Formula mean = Sum of elements/number of elements
Example : 1, 4, 5, 6, 7,3
Mean = (1+4+5+6+7+3)/6
Mean = 4.333333
Pandas has inbuilt mean() function to calculate mean values. You can calculate for entire dataframe or single column also.
Syntax : DataFrame.mean(axis=None, skipna=None, level=None, numeric_only=None, **kwargs)
Parameters:
axis : {index (0), columns (1)}
skipna : boolean, default True
Exclude NA/null values when computing the result.
level : int or level name, default None
If the axis is a MultiIndex (hierarchical), count along a particular level, collapsing into a Series
numeric_only : boolean, default None
Include only float, int, boolean columns. If None, will attempt to use everything, then use only numeric data. Not implemented for Series.
import pandas as pd
data = pd.DataFrame({ 'name':['ravi','david','raju','david','kumar','teju'],
'experience':[1,2,3,4,5,2],
'salary':[15000,20000,30000,45389,50000,20000],
'join_year' :[2017,2017,2018,2018,2019,2018] })
#To calculate total mean
print(data.mean())
#to calculate mean for specific column
print(data['salary'].mean())
Output:
experience 2.833333 join_year 2017.833333 salary 30064.833333 dtype: float64 30064.833333333332
Standard deviation (): The standard deviation measures the spread of the data about the mean value. we can calculate standard deviation by sqrt of variance it will give some measure about, how far elements from the mean.
Example : 1, 4, 5, 6, 7,3
Mean = (1+4+5+6+7+3)/6
Mean = 4.333333
We can calculate standard devaition in pandas by using pandas.DataFrame.std() function.

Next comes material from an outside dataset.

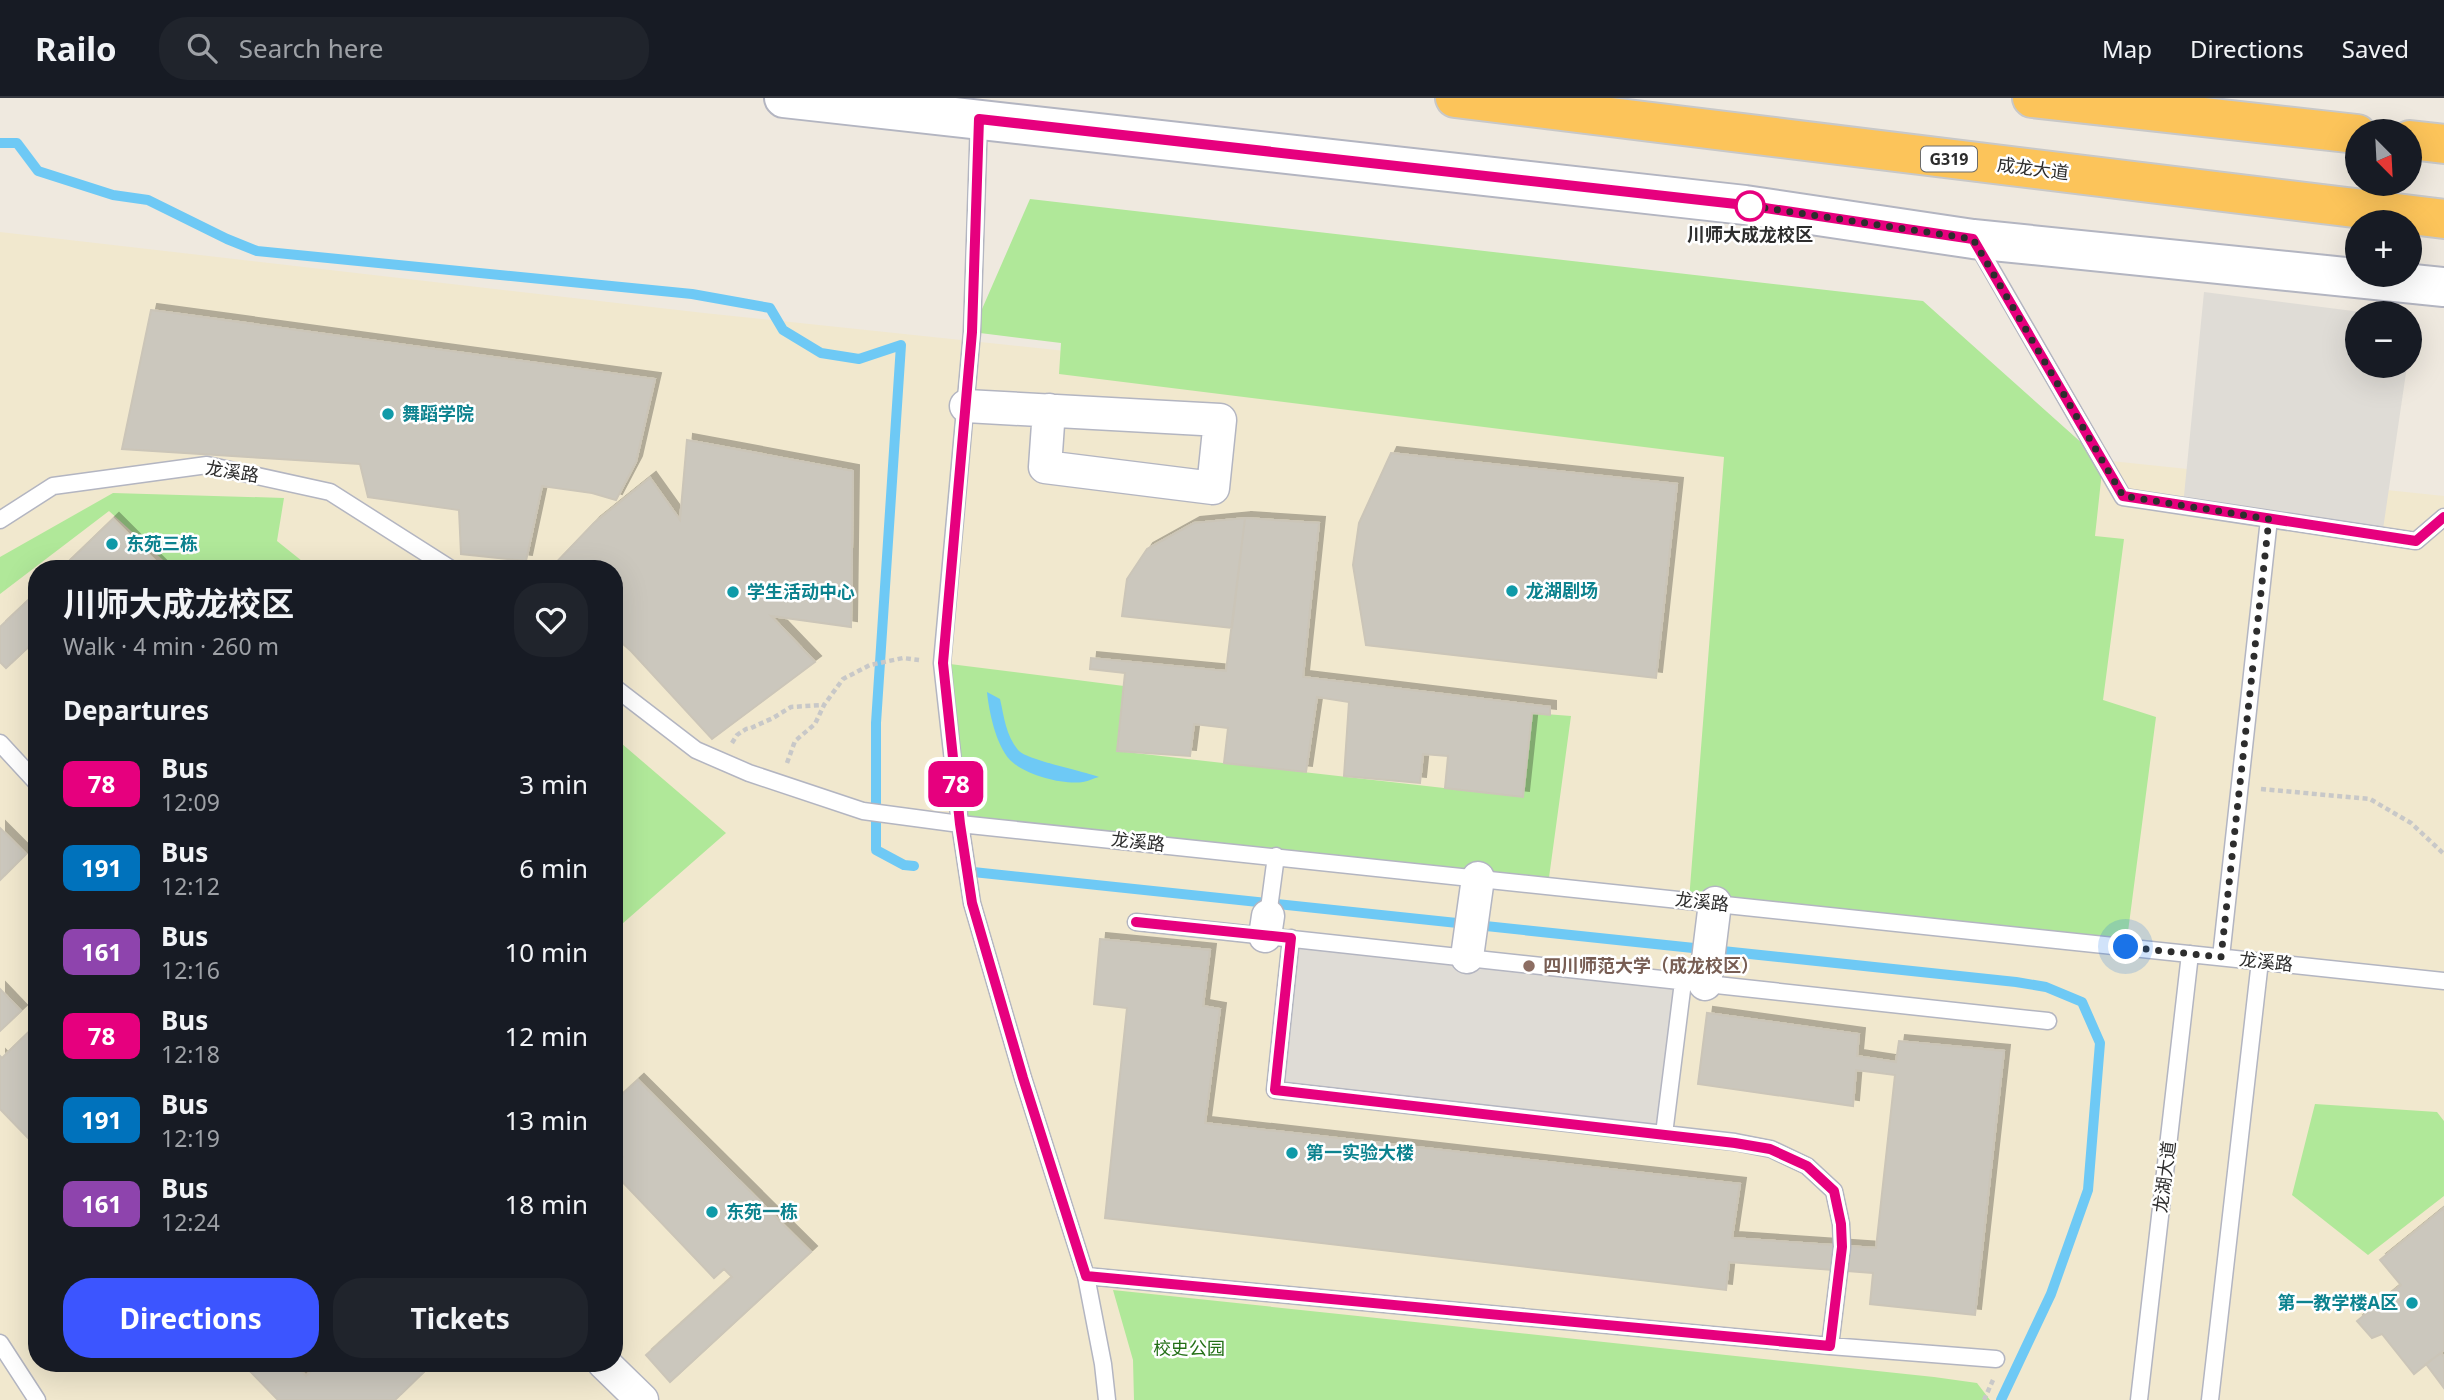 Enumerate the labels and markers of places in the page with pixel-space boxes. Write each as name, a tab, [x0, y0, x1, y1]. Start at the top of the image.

Syntax: DataFrame.std(axis=None, skipna=None, level=None, ddof=1, numeric_only=None, **kwargs)[source]
Return sample standard deviation over requested axis.
Normalized by N-1 by default. This can be changed using the ddof argument
Parameters:
axis : {index (0), columns (1)}
skipna : boolean, default True
Exclude NA/null values. If an entire row/column is NA, the result will be NA
level : int or level name, default None
If the axis is a MultiIndex (hierarchical), count along a particular level, collapsing into a Series
ddof : int, default 1
Delta Degrees of Freedom. The divisor used in calculations is N – ddof, where N represents the number of elements.
numeric_only : boolean, default None
Include only float, int, boolean columns. If None, will attempt to use everything, then use only numeric data. Not implemented for Series.
Returns:
std : Series or DataFrame (if level specified)
#Standard deviation example program
import pandas as pd
data = pd.DataFrame({ 'd1':[1, 4, 5, 6, 7,3]})
#To calculate total mean
print(data.std())
Output:
d1 2.160247 dtype: float64